### What the task asks
Return every line from the records below that has the word "direction".

*** Opening Supplied information ***

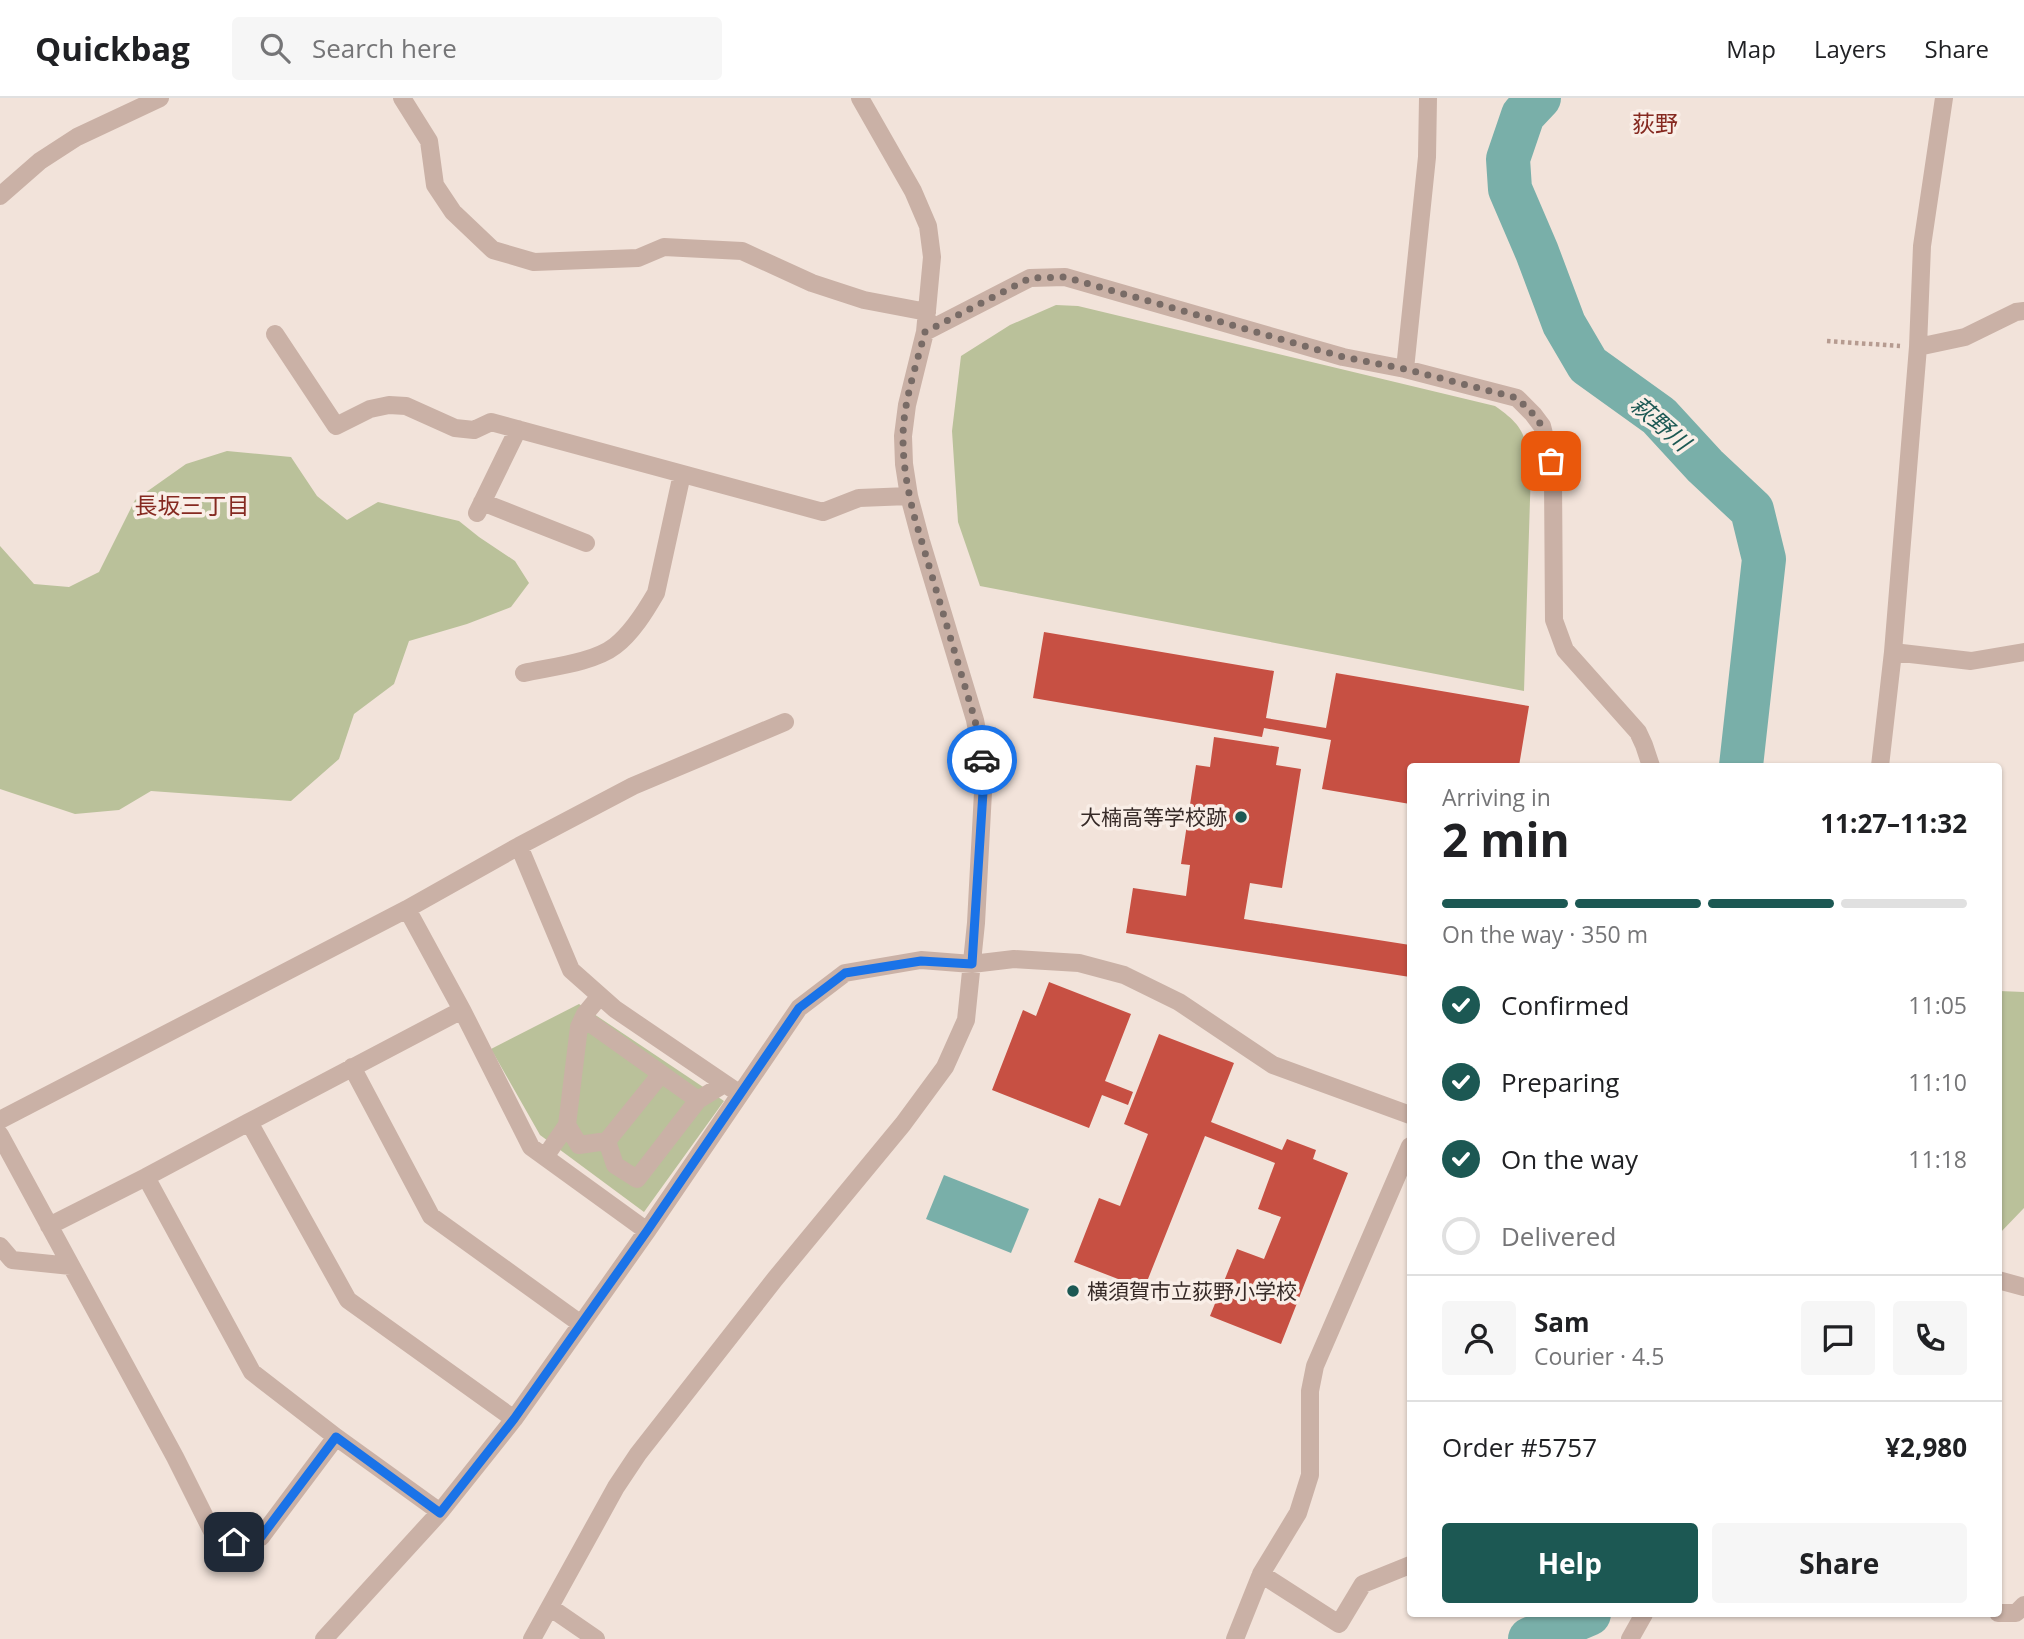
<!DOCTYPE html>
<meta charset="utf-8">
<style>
:root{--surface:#fff;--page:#f6f6f6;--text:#202124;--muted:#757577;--line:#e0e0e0;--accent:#1c5853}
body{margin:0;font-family:"Open Sans","Noto Sans JP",sans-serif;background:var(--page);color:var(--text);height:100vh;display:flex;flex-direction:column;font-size:26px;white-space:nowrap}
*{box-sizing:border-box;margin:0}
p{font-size:23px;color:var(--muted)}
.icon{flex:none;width:38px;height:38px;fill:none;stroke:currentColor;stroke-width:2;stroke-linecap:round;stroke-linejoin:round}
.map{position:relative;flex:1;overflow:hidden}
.drawer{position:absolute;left:1407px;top:665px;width:595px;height:854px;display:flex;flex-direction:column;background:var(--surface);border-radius:7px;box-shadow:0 2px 5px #0004}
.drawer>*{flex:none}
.pin{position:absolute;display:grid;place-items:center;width:60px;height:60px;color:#fff;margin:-30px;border-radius:14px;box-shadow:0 4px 10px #0006}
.courier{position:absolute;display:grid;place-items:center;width:70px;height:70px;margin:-35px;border:5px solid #1a73e8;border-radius:50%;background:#fff;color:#222;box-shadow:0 2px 9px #0007}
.head em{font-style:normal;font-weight:700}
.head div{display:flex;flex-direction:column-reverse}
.head{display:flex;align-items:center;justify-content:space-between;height:119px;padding:0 35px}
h1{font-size:46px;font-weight:700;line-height:52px}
.bar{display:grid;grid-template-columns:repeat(4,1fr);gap:10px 7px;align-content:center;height:84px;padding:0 35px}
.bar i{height:9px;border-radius:5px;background:var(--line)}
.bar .active{background:var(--accent)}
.bar p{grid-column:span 4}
.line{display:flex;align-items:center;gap:18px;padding:0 35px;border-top:2px solid var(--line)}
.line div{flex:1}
.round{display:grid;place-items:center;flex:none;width:74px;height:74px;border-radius:7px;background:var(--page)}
ol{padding:0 35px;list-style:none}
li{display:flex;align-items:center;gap:21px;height:77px}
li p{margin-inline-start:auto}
li .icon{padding:7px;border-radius:50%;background:var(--accent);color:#fff;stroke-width:4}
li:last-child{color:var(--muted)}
li i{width:38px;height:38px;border:4px solid var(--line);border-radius:50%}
.action{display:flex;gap:14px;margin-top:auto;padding:14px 35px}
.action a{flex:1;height:80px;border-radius:7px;background:var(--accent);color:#fff;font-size:28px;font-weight:700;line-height:80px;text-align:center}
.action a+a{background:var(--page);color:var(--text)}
header{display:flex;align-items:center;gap:42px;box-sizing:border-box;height:98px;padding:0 35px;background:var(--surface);border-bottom:2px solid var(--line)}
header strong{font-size:33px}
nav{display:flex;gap:38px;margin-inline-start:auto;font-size:24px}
.search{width:490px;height:63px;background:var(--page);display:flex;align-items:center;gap:18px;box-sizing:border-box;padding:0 24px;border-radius:7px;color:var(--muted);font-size:26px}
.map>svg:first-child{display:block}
.green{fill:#bac19a}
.water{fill:#79afa9}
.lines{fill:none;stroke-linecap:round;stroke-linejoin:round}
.river{stroke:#79afa9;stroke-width:44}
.building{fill:#c75043}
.path{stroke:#b69b90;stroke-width:4.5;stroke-dasharray:3.5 3.5;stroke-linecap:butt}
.minor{stroke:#cab1a6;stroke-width:18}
.done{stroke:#786b66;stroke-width:7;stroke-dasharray:0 12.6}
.route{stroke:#1a73e8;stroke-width:9}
.poi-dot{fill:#1c5853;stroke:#f9eee7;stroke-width:2.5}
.labels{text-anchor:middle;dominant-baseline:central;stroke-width:7;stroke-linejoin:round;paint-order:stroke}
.poi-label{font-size:21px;fill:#362a27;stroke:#f9eee7;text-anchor:end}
.neighbourhood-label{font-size:23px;fill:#852920;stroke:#f9eee7}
.water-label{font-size:23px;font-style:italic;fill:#1c5853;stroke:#f9eee7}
</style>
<header>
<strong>Quickbag</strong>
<div class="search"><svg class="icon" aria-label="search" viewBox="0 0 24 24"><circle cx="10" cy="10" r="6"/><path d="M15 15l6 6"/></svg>Search here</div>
<nav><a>Map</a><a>Layers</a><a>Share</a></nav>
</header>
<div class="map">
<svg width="2024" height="1541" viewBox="0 0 2024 1541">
<rect width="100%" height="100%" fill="#f2e3da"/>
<path class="green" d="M 1056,207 L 1078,208 L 1495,308 C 1524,328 1525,337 1531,370 L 1524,593 L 980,488 L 958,424 L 952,333 L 961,258 L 1010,227 Z
M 227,353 L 291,359 L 317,398 L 347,422 L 378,404 L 459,423 L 479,439 L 515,463 L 529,485 L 511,509 L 467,526 L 409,543 L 394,586 L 354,616 L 339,661 L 291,703 L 151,693 L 119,712 L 75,716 L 0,691 L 0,448 L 34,486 L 69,489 L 99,474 L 135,402 L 186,366 Z
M 1999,893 L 2024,894 L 2024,1110 L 1999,1136 Z
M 579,906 L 724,1003 L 644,1114 L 540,1037 L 491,951 Z"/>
<path class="water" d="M 944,1077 L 1029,1111 L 1011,1155 L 926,1121 Z"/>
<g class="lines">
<path class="river" d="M 1539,0 L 1523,17 L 1508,61 L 1510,91 L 1537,154 L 1564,226 L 1588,267 L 1659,318 L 1705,368 L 1752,412 L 1764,461 L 1741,668
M 1530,1541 L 1589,1516"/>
</g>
<path class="building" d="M 1044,534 L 1274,573 L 1266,620 L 1326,630 L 1336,575 L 1529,608 L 1519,668 L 1410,668 L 1410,706 L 1322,691 L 1331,642 L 1264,630 L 1262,639 L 1033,600 Z
M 1214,639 L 1279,649 L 1276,667 L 1301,671 L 1282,790 L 1250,785 L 1244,821 L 1410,847 L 1410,879 L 1126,835 L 1133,790 L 1186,798 L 1190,767 L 1181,766 L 1196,667 L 1210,669 Z
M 1049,884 L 1131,916 L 1105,983 L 1133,994 L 1128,1007 L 1102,997 L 1089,1030 L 992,992 L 1023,912 L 1036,918 Z
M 1159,936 L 1234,965 L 1211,1024 L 1282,1052 L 1287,1041 L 1316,1052 L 1313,1061 L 1348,1075 L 1281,1246 L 1210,1218 L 1237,1151 L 1264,1161 L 1281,1119 L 1258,1111 L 1275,1065 L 1205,1038 L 1144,1191 L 1074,1164 L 1099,1100 L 1120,1108 L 1148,1036 L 1124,1026 Z"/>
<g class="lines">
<path class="path" d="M 1827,243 L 1900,248"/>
<path class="minor" d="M 402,0 L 429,43 L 435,87 L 453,114 L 493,152 L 534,164 L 638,160 L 664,149 L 742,153 L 812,185 L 864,202 L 927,214
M 0,98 L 40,63 L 77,39 L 160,0
M 925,234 L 1030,180 L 1065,179 L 1343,259 L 1405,271 L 1517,300 L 1533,316 L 1542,328 L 1551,364 L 1553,380 L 1554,522 L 1565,552 L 1638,634 L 1644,647 L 1651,668
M 275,236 L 336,328 L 370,311 L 389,307 L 406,308 L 455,330 L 474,332 L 491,324 L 823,414 L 859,400 L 909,398
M 1918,249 L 1965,239 L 2016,214 L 2024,213
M 1405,271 L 1427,59 L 1428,0
M 482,404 L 586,445
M 477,415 L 518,331
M 1893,554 L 1971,563 L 2024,554
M 524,575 C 550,569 593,565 615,548 C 632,535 645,514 656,495 L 682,376
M 1880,668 L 1893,554 L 1918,249 L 1922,148 L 1944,0
M 519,748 L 571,872 L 615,911 L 740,996
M 407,811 L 519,748 L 633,688 L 785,624
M 583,920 L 698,1002 L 724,986
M 352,969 L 431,1118 L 581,1226
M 661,976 L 607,1043 L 615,1067 L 637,1081 L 698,1002
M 0,1022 L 407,811 L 462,912 L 531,1049 L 647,1133
M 249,1024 L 462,912
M 567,1027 L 579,1047 L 607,1043
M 0,1037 L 175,1359 L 212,1433 L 234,1444 L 261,1439 L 336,1339 L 440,1414
M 545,1059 L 567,1027 L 579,929 L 585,916 L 600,898
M 146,1079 L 249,1024 L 348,1202 L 514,1321
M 49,1128 L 146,1079 L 252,1274 L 336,1339
M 0,1148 L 12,1162 L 71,1168
M 1998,1182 L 2024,1189
M 1261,1476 L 1339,1526 L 1363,1486 L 1410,1467
M 551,1510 L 596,1541
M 1998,1515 L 2016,1515 L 2024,1507
M 324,1541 L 440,1414 L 514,1321 L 647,1133 L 799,910 L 845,875 L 921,862 L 972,866 L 1014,861 L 1079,865 L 1124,877 L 1179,904 L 1273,967 L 1410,1017
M 532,1541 L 616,1389 L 638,1356 L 775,1181 L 903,1026 L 945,969 L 966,922 L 976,825 L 983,694 L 982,659 L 975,622 L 921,443 L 909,398 L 904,366 L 903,338 L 907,307 L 925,234 L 932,159 L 928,128 L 913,93 L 860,0
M 1235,1541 L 1261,1476 L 1298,1415 L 1310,1377 L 1310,1293 L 1315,1268 L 1410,1048
M 1630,1541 L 1644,1516"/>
</g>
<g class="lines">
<path class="done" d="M 982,662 L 975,622 L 915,421 C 908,394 903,368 903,340 C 903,305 916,268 925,234 L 1030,180 L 1065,179 L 1343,259 L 1405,271 L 1517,300 L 1533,316 L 1542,328 L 1551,363"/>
<path class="route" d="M 234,1444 L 261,1439 L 336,1339 L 440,1415 L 514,1321 L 647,1133 L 799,910 L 845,875 L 921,863 L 972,866 L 983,694 L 982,662"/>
</g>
<g class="poi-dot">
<circle cx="1241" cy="719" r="7"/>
<circle cx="1073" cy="1193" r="7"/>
</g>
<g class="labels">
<g class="poi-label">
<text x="1227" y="719">大楠高等学校跡</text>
<text x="1087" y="1193" text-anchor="start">横須賀市立荻野小学校</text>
</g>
<g class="neighbourhood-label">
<text x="1655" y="25">荻野</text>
<text x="192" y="407">長坂三丁目</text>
</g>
<g class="water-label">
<text transform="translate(1661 325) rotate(41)">萩野川</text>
</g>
</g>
</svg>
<div class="pin" style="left:1551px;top:363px;background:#ea580c"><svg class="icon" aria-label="bag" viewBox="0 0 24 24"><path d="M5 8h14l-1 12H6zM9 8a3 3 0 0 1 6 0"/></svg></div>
<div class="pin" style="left:234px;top:1444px;background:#1f2937"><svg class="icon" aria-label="home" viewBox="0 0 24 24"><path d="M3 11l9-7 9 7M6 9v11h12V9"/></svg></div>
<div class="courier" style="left:982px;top:662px"><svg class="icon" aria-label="car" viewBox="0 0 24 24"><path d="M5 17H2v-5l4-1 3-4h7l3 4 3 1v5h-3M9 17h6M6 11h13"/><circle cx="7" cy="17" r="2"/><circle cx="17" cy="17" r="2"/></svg></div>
<section class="drawer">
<div class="head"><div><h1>2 min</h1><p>Arriving in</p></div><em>11:27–11:32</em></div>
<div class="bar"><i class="active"></i><i class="active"></i><i class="active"></i><i></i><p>On the way · 350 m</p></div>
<ol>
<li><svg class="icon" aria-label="check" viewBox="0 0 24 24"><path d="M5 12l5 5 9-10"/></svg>Confirmed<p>11:05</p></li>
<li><svg class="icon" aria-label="check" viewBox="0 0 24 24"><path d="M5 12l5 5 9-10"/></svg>Preparing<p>11:10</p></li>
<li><svg class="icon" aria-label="check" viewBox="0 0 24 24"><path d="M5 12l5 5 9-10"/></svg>On the way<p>11:18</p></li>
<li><i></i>Delivered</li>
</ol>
<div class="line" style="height:126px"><a class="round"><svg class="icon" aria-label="person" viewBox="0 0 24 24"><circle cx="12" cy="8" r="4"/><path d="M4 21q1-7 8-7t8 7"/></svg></a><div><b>Sam</b><p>Courier · 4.5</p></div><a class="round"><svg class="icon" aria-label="chat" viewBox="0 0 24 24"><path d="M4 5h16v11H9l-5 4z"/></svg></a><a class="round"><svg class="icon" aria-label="phone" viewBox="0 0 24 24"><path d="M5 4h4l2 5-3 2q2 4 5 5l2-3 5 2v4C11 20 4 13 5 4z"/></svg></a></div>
<div class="line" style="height:91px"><div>Order #5757</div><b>¥2,980</b></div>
<div class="action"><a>Help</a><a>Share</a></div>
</section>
</div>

*** Closing Supplied information ***

### Response to this task
body{margin:0;font-family:"Open Sans","Noto Sans JP",sans-serif;background:var(--page);color:var(--text);height:100vh;display:flex;flex-direction:column;font-size:26px;white-space:nowrap}
.drawer{position:absolute;left:1407px;top:665px;width:595px;height:854px;display:flex;flex-direction:column;background:var(--surface);border-radius:7px;box-shadow:0 2px 5px #0004}
.head div{display:flex;flex-direction:column-reverse}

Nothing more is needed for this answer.